== Task inputs
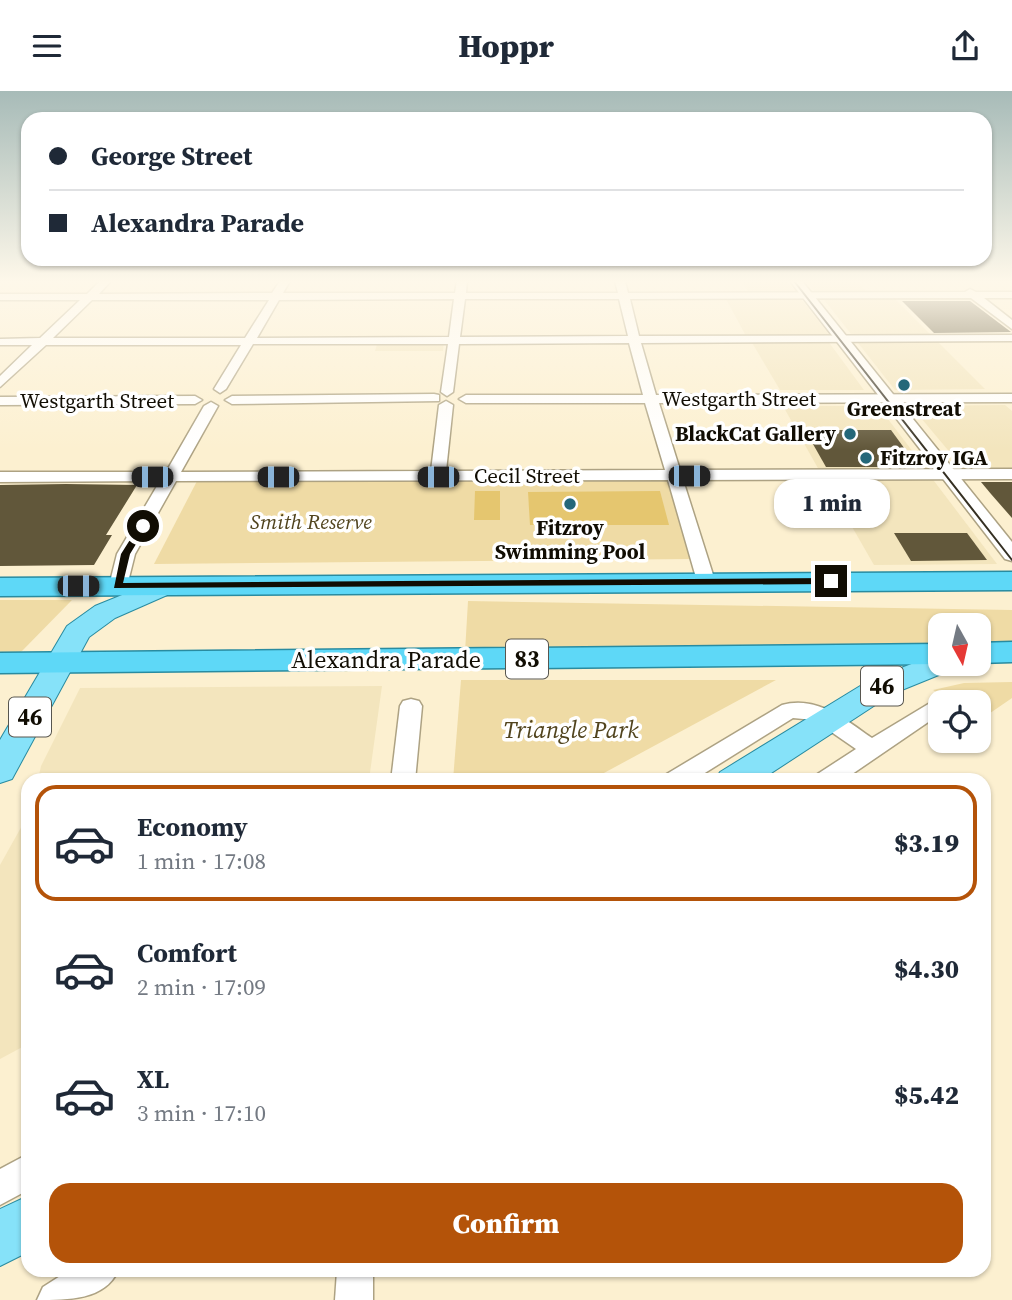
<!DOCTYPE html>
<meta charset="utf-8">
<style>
body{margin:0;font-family:"Source Serif 4",serif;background:#f6f6f7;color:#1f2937;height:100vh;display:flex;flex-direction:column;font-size:26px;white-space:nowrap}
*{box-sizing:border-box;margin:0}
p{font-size:23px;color:#747a83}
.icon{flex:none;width:38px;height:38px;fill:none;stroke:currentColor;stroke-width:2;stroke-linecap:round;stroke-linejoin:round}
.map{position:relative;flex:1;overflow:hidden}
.sheet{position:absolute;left:21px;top:682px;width:970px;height:504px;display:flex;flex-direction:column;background:#fff;border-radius:21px;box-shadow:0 2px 5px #0004}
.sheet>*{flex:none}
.banner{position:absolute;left:21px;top:21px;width:971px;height:154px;border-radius:21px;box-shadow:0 2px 5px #0004;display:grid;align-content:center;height:154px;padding:0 28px;background:#fff}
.needle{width:46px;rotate:172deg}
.controls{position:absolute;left:928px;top:522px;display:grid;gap:14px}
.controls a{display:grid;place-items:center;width:63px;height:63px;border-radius:14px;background:#fff;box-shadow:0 2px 5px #0004;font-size:35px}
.end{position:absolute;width:32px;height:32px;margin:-16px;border:9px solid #110d03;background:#fff;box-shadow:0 0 0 4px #fff}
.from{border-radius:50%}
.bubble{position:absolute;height:49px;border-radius:21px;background:#fff;box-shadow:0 2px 5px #0004;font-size:23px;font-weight:800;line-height:49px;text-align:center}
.car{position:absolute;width:21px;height:42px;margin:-21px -10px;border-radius:9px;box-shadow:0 0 5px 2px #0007;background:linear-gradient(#222 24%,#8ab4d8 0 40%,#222 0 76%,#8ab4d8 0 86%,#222 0)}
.banner b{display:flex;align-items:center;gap:24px;height:66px;font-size:26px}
.banner b+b{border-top:2px solid #e0e1e3}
.banner i{width:18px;height:18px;background:#1f2937}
ul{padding:12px 0 0;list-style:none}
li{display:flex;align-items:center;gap:21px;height:116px;margin:0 14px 10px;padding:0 14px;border:4px solid transparent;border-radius:21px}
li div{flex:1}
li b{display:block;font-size:26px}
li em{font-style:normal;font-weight:800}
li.selected{border-color:#b45309}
li>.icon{width:63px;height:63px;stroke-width:1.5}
.action{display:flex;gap:14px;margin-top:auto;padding:14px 28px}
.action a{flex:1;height:80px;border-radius:21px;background:#b45309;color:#fff;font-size:28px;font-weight:800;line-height:80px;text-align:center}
header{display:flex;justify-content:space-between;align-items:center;height:91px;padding:0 28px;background:#fff;font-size:32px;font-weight:800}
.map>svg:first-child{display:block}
.built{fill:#f3e5bd}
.green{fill:#efdba5}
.water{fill:#e5c66f}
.building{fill:#61573a}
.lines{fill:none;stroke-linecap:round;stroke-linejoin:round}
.minor-casing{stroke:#ada283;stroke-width:3}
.tertiary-casing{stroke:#ada283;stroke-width:3}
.primary-casing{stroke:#298ba0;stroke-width:2}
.trunk-casing{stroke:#298ba0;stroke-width:3}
.minor{fill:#fff;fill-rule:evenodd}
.tertiary{fill:#fff;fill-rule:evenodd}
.primary{fill:#86e2f9;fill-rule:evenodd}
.trunk{fill:#5ed8f7;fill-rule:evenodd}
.tram{stroke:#353023;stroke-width:2}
.route{fill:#110d03}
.poi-dot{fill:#246779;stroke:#fff;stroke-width:2.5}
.labels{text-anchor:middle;stroke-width:7;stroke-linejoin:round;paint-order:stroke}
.far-street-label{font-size:21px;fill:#110d03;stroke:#fff}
.far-poi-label{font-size:21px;font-weight:bold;fill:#110d03;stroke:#fff}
.far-park-label{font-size:21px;font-style:italic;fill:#51441e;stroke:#fff}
.shield{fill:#fff;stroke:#58564f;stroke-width:2}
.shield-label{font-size:23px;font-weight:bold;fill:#110d03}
.street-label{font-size:24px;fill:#110d03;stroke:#fff}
.park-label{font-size:24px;font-style:italic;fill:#51441e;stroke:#fff}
</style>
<header><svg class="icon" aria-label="menu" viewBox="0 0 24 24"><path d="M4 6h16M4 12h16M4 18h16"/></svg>Hoppr<svg class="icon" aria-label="share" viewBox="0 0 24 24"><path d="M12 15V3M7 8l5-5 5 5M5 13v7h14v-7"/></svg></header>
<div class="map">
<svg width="1012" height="1209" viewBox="0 0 1012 1209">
<rect width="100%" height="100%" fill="#fcf0d0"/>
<g class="built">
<polygon points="741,190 787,190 831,246 747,247 725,206 751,205"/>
<polygon points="807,190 856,190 868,202 817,203"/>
<polygon points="822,206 893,206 985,298 895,299"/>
<polygon points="378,250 444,250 443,260 375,260"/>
<polygon points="751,250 828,250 864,299 780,299"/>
<polygon points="1005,314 1012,320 1012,377 963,377 911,315"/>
<polygon points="783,315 878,315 926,378 819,379"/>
<polygon points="931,386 997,473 874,474 824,387"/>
<polygon points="382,595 369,689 38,689 41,675 80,597"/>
<polygon points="28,724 28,953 0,968 0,774"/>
</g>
<g class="green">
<polygon points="668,389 691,468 154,473 197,390"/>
<polygon points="0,509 72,509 21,561 0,561"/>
<polygon points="468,510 1012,519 1012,553 978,553 978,534 940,534 940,554 465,561"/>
<polygon points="461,589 776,589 591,689 453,689"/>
<polygon points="1012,591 1012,607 980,629 978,611 955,611 933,599 964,592"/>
</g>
<g class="water">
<polygon points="475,400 500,400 500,429 474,429"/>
<polygon points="660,400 669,434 530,434 528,401"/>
</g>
<g class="building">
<polygon points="902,210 970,210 1011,241 934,242"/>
<polygon points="805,339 891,339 918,376 826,376"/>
<polygon points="981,391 1012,391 1012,427 991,403"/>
<polygon points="0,394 66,393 137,394 106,444 112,444 94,474 0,475"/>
<polygon points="894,442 967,442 987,469 911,470"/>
</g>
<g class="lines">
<defs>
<g id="minor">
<path d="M100 190H111L99 203 272 202 280 190H290L283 202H455L457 190H467L466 202H618L615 190H625L628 202 965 201 970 198 976 201H1012V207H984L1012 229V238L971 207 630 208 639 245 1012 244V250L641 252 656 304 1012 303V311L659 312 680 379 1012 378V388L683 389 715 490 706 495 697 490 668 389 176 390 135 463 127 495 118 500 109 495 117 463 160 390 0 391V381H166L204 315 211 311 218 315 181 381 431 380 439 314 446 310 453 314 446 380 665 379 645 312H466L459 308 466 304H643L629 252 459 253 453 301 447 305 441 301 448 253H253L226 298 220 302 214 298 241 254H46L0 296V285L32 254H0V248L40 247 80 209H0V203H87ZM454 208 449 246 257 247 279 209ZM465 208H619L628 245 460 246ZM92 209H269L245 247H53Z"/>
<polygon points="434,303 439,304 439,310 232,313 225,309 232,305"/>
<polygon points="0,306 195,305 202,309 195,313 0,314"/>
<path d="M940 606 949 611H940V623L842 690H813L816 684 856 658 814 629 793 627 692 690H662L665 684 782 614C817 604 846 629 872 647Z"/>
<polygon points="411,608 419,610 422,615 415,690 391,690 400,615 403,610"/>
<polygon points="28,1063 28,1099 0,1114 0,1078"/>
<path d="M68 1180H118C104 1209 69 1209 37 1209L43 1196Z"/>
<polygon points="337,1180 373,1180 373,1209 335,1209"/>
</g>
<polygon id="tertiary" points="790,190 802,190 1012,451 1012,470 1005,468"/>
<g id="primary">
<polygon points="164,487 174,489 178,495 174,501 115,527 89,546 12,688 0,692 0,649 67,535 95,515"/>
<polygon points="940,562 940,572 955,572 951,579 892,603 759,690 715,690 720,681 870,589"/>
<polygon points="28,1105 28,1161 0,1175 0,1118"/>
</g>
<g id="trunk">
<polygon points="1012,481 1012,499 0,505 0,487"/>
<polygon points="1012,551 1012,571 978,572 978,552"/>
<polygon points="940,553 940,572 943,572 940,573 0,582 0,562"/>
</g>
</defs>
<use href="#minor" class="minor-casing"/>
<use href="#tertiary" class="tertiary-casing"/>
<use href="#primary" class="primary-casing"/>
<use href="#trunk" class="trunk-casing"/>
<use href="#minor" class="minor"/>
<use href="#tertiary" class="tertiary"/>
<use href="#primary" class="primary"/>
<use href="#trunk" class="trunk"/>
<polyline class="tram" points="794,190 1012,469"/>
</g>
<linearGradient id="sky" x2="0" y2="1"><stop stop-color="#a7bbb8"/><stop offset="0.53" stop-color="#fef8ea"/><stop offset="1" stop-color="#fef8ea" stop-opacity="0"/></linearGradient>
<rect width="1012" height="359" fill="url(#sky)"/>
<polygon class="route" points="140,433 147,435 130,463 123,492 831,487 836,490 831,493 114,497 121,463"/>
<g class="poi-dot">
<circle cx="904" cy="294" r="7"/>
<circle cx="850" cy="343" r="7"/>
<circle cx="866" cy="367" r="7"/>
<circle cx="570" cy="413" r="7"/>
</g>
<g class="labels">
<g class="far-street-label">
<text x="739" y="315">Westgarth Street</text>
<text x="97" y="317">Westgarth Street</text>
<text x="527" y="392">Cecil Street</text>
</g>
<g class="far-poi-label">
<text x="904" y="325">Greenstreat</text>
<text x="836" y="350" text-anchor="end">BlackCat Gallery</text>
<text x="880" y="374" text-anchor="start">Fitzroy IGA</text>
<text x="570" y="444">Fitzroy<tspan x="570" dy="24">Swimming Pool</tspan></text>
</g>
<g class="far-park-label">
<text x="311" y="438">Smith Reserve</text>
</g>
<g class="shield">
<rect x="506" y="548.5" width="42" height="39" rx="5"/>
<rect x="861" y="575.5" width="42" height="39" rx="5"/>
<rect x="9" y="606.5" width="42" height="39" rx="5"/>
</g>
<g class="shield-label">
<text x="527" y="576">83</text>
<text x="882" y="603">46</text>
<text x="30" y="634">46</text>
</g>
<g class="street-label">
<text x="386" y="577">Alexandra Parade</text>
</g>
<g class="park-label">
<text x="571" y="647">Triangle Park</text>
</g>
</g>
</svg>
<div class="controls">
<a><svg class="needle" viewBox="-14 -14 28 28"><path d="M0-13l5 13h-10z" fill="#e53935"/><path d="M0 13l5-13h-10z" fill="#747a83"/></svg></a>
<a><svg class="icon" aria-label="locate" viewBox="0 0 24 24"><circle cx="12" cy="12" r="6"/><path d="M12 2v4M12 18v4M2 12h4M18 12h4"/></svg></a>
</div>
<i class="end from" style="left:143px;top:435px"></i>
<i class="end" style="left:831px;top:490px"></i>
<div class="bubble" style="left:774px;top:388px;width:116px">1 min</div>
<i class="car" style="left:689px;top:385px;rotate:90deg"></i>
<i class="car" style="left:152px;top:386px;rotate:270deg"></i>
<i class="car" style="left:278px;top:386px;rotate:270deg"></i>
<i class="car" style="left:438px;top:386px;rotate:270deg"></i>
<i class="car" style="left:78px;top:495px;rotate:90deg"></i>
<div class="banner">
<b><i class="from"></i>George Street</b>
<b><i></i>Alexandra Parade</b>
</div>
<section class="sheet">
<ul>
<li class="selected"><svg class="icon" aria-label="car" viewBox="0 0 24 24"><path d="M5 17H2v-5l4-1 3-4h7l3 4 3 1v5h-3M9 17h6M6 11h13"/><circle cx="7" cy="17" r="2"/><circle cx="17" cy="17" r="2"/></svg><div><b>Economy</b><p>1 min · 17:08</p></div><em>$3.19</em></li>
<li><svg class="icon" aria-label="car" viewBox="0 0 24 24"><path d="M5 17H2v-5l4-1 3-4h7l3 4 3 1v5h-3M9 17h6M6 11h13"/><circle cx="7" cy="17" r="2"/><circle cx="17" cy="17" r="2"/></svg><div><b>Comfort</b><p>2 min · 17:09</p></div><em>$4.30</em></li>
<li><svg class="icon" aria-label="car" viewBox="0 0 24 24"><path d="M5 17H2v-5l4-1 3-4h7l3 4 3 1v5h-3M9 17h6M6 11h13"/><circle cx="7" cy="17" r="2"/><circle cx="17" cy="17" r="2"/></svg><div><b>XL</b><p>3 min · 17:10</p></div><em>$5.42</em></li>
</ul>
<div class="action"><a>Confirm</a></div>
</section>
</div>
====
• What to work on: Report each line of the entries where the word "position" occurs.

• Exercise result:
.map{position:relative;flex:1;overflow:hidden}
.sheet{position:absolute;left:21px;top:682px;width:970px;height:504px;display:flex;flex-direction:column;background:#fff;border-radius:21px;box-shadow:0 2px 5px #0004}
.banner{position:absolute;left:21px;top:21px;width:971px;height:154px;border-radius:21px;box-shadow:0 2px 5px #0004;display:grid;align-content:center;height:154px;padding:0 28px;background:#fff}
.controls{position:absolute;left:928px;top:522px;display:grid;gap:14px}
.end{position:absolute;width:32px;height:32px;margin:-16px;border:9px solid #110d03;background:#fff;box-shadow:0 0 0 4px #fff}
.bubble{position:absolute;height:49px;border-radius:21px;background:#fff;box-shadow:0 2px 5px #0004;font-size:23px;font-weight:800;line-height:49px;text-align:center}
.car{position:absolute;width:21px;height:42px;margin:-21px -10px;border-radius:9px;box-shadow:0 0 5px 2px #0007;background:linear-gradient(#222 24%,#8ab4d8 0 40%,#222 0 76%,#8ab4d8 0 86%,#222 0)}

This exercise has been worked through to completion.